Daniele Toneatti's Yellow Magic Orchestra collection is a smart mix of skewed proportions in colourful, minimal menswear. The influence of an internship at Raf Simons is evident, but the designer's sense of humour shines through with graphic motifs appropriated from German techno iconography.
The ten tenacious fashion talents profiled here are already well on their way with graduate collections that dare to be different.
Fashion: Zoë Sinclair; Writer: Dan Thawley; Photography: Nicole Maria Winkler

Shakhnoza Rizkieva is dedicated to hands-on creation and challenging the industry’s production and accelerated turn-over of ideas. She sketches, drapes, cuts and sews all her clothes alone, using contrast tailoring stitches and rough edges to highlight the structures of her folded, origami-like pieces and retain an inherent sense of deconstruction.

The Renaissance concerns of transience and ephemera were apparently on Eva Buehler’s mind when crafting the gleaming, sculpted pieces of her graduate collection; clothes meant to evoke the bodily concerns of Flemish vanitas paintings. Perspex accessories accent the retro-meets-baroque mood, working with glossy textiles to transmit Buehler’s pointed message of superfluity.

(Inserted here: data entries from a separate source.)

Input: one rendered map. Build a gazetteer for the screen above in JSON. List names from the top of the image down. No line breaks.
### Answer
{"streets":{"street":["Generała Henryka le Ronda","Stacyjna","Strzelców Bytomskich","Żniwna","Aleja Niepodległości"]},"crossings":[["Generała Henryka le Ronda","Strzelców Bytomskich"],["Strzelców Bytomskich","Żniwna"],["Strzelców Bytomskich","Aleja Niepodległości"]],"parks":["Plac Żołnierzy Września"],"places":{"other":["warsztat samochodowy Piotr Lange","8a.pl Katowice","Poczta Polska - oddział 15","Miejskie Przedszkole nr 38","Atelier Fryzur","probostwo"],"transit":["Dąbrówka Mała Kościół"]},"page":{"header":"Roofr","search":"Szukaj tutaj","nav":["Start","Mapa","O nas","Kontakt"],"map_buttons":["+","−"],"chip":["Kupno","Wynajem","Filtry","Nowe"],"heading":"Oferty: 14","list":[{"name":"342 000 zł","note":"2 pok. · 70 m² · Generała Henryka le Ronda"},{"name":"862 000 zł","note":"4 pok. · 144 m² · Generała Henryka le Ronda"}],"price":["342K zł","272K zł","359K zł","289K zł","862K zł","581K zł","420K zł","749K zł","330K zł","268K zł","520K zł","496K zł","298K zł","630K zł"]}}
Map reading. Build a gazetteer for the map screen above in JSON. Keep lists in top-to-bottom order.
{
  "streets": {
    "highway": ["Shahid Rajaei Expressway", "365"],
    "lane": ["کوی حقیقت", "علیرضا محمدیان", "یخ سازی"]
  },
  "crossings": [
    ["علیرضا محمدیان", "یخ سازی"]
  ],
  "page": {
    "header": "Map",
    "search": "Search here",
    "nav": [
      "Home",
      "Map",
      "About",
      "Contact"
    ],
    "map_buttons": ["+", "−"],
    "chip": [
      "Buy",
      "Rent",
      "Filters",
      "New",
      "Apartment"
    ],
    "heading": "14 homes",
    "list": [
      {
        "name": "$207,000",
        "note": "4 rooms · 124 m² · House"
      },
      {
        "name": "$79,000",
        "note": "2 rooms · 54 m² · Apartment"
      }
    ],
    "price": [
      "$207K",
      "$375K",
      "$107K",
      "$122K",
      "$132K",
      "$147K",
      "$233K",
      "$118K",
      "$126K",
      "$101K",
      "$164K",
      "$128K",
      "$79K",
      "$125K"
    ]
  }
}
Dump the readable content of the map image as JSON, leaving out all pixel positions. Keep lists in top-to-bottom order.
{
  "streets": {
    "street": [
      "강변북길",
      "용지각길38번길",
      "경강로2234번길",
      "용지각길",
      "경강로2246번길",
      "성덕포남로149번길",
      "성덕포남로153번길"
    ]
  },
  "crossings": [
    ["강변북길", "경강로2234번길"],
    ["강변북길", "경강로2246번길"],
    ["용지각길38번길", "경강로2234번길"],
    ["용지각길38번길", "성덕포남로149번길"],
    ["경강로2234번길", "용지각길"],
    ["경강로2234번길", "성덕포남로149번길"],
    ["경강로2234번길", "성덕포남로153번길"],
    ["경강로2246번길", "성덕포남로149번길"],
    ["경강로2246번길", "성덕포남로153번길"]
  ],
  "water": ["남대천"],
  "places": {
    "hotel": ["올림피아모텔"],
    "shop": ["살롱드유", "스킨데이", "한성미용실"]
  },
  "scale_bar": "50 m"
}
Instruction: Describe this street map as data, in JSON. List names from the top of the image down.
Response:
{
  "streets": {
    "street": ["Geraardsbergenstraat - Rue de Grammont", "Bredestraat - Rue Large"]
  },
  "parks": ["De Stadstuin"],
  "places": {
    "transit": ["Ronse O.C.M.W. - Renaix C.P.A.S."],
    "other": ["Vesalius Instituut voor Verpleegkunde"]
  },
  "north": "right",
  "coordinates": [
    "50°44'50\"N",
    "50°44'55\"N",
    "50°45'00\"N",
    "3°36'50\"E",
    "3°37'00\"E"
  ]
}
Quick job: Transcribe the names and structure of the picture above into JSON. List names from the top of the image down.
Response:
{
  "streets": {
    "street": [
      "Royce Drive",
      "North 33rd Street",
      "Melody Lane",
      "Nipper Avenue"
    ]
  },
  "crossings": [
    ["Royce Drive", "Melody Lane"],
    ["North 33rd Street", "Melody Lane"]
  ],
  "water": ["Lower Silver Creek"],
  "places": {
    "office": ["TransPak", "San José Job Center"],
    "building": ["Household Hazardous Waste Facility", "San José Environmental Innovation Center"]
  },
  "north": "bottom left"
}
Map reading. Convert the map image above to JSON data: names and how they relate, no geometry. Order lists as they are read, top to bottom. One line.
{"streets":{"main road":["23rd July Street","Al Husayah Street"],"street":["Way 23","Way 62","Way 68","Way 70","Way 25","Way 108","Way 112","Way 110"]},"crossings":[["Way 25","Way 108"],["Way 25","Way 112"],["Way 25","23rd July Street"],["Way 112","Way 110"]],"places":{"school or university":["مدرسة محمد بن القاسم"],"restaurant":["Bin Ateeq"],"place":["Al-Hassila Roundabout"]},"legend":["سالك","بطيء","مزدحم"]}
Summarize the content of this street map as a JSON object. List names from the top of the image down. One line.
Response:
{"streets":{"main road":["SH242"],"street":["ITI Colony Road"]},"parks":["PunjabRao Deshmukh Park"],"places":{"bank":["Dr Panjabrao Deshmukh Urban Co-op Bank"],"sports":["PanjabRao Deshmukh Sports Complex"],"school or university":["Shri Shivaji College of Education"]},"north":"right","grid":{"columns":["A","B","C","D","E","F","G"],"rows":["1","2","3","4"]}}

Lisa Sänger’s menswear questions our contemporary mores, including the commodification of time. Each outfit is embedded with disparate and idiosyncratic design features; one cycling jersey spells ‘slow down’ on the sleeves, a shawl collar coat is disrupted by laser-cut grids, and a bomber jacket bristles like a tufted, logoed tapestry.

Drew Henry looked towards his homeland for his MA collection, taking the natural gradient of springbok skins as the starting point for a comprehensive capsule wardrobe. The South African designer worked tirelessly with heat-bonding and embossing techniques to ensure exquisite construction – the kind he continues to explore in his current internship at Céline.

The connection between the Finnish and their idyllic landscapes is not lost on Elina Määttänen, whose work is bristling with organic textures. An affinity with Japan also comes into play, with the principles of wabi-sabi interior design applied to her garments – explaining the peeling, imperfect layers and hanging yarn that combine with metallic silk, leather and pleated knitwear for a rub of the rough and the polished.